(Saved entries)

──────────────────────────────

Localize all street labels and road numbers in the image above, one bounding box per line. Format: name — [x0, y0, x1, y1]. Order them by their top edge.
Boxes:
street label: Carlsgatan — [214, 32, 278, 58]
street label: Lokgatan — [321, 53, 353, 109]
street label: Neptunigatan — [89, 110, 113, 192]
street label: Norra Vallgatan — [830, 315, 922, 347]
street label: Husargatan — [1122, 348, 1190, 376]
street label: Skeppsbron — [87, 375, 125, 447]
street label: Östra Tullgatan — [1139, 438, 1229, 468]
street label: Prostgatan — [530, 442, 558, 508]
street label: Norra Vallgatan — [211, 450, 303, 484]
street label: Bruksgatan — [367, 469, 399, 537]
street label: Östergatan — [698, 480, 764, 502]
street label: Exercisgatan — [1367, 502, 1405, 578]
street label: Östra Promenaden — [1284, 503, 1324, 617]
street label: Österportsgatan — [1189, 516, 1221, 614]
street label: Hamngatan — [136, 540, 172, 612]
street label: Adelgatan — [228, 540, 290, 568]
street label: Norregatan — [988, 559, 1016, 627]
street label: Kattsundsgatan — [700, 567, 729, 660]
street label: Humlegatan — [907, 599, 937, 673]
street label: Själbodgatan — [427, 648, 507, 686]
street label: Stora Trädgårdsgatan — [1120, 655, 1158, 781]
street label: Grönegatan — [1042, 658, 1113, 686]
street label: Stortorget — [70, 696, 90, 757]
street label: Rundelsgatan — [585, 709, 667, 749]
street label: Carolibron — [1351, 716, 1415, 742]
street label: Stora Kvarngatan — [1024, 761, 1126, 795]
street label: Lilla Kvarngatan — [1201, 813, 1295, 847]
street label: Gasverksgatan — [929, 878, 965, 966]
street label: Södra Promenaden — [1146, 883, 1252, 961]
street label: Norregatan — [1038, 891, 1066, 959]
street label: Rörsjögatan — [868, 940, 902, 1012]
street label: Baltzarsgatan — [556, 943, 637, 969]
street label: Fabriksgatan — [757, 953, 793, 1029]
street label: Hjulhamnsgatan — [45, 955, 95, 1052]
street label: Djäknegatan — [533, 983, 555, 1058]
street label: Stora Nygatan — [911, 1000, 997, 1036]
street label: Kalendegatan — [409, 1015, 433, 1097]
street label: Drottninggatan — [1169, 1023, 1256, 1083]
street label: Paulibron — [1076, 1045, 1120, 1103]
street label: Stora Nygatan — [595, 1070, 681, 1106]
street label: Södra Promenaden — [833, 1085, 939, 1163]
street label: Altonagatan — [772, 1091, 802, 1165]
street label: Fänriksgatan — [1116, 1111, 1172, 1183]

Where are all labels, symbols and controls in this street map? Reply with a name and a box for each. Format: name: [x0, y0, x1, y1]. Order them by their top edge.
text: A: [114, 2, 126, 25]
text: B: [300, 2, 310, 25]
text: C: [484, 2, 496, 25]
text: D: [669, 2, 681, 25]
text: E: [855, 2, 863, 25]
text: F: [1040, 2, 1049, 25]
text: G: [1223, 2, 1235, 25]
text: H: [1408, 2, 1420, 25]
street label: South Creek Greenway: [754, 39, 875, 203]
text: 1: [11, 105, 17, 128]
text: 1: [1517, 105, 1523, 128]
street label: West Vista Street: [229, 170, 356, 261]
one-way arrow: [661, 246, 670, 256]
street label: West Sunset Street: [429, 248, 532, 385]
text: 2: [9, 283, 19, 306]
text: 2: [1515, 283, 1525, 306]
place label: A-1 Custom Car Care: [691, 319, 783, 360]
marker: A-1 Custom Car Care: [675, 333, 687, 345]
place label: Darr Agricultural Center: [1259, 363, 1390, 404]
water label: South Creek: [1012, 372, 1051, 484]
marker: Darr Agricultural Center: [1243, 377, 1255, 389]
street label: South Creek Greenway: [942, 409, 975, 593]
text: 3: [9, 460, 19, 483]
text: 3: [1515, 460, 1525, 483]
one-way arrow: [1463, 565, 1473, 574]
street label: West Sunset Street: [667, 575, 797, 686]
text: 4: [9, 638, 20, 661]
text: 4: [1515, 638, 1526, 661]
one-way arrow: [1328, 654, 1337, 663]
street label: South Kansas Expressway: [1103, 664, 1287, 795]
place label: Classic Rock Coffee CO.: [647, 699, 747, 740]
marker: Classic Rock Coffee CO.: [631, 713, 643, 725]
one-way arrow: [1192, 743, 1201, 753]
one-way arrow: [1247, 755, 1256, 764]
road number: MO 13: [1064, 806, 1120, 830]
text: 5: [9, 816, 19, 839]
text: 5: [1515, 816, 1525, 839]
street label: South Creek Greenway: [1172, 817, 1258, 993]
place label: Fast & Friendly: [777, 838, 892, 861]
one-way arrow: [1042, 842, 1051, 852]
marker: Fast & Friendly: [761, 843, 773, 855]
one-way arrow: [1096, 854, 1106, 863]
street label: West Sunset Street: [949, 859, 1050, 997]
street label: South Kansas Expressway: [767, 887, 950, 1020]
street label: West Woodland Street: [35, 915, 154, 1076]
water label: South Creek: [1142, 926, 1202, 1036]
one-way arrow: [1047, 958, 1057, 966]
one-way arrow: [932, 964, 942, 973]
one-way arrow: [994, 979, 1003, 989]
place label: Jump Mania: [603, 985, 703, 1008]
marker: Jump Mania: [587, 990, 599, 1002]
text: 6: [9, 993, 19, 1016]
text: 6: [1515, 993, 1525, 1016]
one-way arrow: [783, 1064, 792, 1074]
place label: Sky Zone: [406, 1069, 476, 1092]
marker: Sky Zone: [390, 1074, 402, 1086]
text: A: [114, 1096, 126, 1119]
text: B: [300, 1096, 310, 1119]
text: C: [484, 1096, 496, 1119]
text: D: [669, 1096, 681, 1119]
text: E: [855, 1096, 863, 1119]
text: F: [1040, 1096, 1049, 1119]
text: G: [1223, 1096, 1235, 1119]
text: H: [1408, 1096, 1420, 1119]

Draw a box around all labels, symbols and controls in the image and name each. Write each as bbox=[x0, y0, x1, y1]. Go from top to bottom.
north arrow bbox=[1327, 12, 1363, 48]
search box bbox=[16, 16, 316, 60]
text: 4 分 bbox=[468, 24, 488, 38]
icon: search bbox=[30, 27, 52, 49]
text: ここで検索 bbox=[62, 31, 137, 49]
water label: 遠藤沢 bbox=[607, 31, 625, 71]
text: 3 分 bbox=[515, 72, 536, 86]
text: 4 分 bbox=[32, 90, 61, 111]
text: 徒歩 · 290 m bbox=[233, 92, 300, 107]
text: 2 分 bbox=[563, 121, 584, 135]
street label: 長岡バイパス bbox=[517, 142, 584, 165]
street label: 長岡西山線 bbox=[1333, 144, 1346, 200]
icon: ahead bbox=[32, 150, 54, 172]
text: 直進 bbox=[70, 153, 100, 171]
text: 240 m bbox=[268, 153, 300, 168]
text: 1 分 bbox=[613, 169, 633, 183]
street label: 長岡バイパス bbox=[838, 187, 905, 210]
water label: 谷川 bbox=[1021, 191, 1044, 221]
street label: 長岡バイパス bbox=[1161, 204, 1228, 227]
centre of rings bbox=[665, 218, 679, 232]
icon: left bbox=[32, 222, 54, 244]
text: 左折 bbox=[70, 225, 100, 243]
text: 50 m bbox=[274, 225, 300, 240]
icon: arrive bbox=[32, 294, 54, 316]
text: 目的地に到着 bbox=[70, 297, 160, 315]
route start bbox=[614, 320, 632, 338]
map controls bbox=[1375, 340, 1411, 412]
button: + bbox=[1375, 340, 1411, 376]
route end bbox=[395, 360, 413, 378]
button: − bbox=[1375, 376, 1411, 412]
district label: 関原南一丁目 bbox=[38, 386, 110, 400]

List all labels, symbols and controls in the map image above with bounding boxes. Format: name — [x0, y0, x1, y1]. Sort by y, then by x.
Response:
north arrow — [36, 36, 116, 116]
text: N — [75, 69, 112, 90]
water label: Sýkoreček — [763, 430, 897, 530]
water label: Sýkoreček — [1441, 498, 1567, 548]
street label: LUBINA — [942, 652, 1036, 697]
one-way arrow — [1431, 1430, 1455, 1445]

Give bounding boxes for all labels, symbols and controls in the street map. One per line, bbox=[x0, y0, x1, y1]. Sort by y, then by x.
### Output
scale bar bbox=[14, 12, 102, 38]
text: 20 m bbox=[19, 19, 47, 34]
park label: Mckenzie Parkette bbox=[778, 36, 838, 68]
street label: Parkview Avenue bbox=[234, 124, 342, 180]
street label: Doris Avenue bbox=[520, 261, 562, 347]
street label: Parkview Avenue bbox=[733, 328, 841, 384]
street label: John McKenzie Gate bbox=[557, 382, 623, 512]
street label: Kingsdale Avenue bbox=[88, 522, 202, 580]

──────────────────────────────

Your assignment:
What is needed is the count of lines in the records that include the word "Norra", with no other text.

The answer:
2